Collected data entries
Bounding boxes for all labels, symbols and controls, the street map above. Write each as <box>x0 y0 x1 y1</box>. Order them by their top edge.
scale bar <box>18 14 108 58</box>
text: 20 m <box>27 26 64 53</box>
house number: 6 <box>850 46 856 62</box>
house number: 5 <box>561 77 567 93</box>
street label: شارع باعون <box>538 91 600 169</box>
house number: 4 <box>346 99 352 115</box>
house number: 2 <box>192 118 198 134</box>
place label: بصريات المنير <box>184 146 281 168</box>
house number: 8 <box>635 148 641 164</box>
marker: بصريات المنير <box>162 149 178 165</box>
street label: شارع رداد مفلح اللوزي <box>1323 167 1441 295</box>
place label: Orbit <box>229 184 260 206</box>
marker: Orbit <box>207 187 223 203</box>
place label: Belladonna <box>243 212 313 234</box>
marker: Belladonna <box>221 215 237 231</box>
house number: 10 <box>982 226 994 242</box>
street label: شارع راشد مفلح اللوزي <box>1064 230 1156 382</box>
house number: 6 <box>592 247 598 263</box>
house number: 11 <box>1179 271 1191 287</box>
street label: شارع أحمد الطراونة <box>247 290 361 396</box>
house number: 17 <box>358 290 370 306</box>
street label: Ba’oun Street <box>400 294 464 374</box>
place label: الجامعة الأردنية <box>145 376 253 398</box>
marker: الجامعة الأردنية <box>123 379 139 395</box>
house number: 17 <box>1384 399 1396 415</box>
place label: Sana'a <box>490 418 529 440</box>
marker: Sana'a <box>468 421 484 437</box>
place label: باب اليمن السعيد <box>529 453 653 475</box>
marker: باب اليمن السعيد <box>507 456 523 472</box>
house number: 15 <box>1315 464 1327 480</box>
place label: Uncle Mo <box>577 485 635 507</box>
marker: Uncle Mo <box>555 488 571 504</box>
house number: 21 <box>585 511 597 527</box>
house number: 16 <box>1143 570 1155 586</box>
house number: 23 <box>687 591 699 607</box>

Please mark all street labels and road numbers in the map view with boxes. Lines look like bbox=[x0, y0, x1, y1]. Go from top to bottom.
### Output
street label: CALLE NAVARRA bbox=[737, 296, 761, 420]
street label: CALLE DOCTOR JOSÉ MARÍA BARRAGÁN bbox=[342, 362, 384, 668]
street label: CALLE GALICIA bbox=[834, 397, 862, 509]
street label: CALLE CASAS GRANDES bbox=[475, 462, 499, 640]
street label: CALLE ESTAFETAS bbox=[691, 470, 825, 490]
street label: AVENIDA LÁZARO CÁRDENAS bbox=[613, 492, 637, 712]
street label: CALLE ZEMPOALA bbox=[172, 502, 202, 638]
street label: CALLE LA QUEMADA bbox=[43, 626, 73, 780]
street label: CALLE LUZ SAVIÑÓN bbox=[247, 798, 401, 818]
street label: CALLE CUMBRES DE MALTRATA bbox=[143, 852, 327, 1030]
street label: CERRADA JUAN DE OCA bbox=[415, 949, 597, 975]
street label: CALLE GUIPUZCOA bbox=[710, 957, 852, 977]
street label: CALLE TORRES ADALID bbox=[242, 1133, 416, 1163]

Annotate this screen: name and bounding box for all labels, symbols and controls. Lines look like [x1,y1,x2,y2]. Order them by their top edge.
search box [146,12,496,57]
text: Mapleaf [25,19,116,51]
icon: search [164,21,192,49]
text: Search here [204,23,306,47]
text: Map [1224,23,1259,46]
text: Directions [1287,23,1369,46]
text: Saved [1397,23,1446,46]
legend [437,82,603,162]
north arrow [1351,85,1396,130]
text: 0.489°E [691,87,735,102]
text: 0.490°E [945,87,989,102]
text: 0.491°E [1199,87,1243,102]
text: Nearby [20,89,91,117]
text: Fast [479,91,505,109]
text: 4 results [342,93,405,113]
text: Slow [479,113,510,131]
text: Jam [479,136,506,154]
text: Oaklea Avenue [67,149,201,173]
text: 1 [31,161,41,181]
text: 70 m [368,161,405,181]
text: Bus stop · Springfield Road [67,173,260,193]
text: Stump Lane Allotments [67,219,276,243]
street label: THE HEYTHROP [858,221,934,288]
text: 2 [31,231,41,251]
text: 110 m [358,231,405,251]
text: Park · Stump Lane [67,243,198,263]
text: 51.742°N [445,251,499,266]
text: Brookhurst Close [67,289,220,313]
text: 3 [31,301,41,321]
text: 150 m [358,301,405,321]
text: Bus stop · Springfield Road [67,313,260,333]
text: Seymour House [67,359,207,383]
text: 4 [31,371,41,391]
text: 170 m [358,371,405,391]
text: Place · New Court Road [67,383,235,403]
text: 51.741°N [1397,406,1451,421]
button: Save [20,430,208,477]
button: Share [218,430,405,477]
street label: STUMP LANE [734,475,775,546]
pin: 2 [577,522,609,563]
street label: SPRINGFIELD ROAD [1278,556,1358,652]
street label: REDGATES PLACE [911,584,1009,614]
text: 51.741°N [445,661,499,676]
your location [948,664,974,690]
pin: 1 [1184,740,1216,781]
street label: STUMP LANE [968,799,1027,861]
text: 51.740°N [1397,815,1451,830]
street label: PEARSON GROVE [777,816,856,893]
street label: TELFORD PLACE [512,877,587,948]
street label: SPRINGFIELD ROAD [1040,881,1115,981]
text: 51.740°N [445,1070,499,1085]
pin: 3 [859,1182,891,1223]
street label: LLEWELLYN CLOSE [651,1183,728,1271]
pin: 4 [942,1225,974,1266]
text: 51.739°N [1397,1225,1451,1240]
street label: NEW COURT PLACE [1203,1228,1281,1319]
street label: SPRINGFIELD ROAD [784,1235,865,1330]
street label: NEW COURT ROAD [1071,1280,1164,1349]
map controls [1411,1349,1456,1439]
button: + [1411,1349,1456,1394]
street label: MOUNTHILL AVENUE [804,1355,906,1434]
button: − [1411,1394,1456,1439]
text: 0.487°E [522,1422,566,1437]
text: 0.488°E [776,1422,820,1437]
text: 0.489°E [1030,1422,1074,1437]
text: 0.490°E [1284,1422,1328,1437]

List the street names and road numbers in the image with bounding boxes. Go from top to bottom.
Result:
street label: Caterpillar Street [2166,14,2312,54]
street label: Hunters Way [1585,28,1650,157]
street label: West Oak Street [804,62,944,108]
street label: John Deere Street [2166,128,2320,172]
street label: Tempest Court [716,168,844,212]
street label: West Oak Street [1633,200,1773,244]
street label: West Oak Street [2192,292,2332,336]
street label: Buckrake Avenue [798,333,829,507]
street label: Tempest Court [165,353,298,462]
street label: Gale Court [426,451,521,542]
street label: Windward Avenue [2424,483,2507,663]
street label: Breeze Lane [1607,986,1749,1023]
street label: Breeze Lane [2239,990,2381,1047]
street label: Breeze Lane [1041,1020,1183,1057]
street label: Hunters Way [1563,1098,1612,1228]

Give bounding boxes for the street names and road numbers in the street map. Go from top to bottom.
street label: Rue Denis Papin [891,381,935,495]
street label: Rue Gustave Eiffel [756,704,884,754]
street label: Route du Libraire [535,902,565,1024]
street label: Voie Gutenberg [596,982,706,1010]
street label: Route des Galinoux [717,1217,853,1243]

YOUR ASSIGNMENT:
Write down every line of the data above that includes the string "مفلح".

RESPONSE TO THIS TASK:
street label: شارع رداد مفلح اللوزي <box>1323 167 1441 295</box>
street label: شارع راشد مفلح اللوزي <box>1064 230 1156 382</box>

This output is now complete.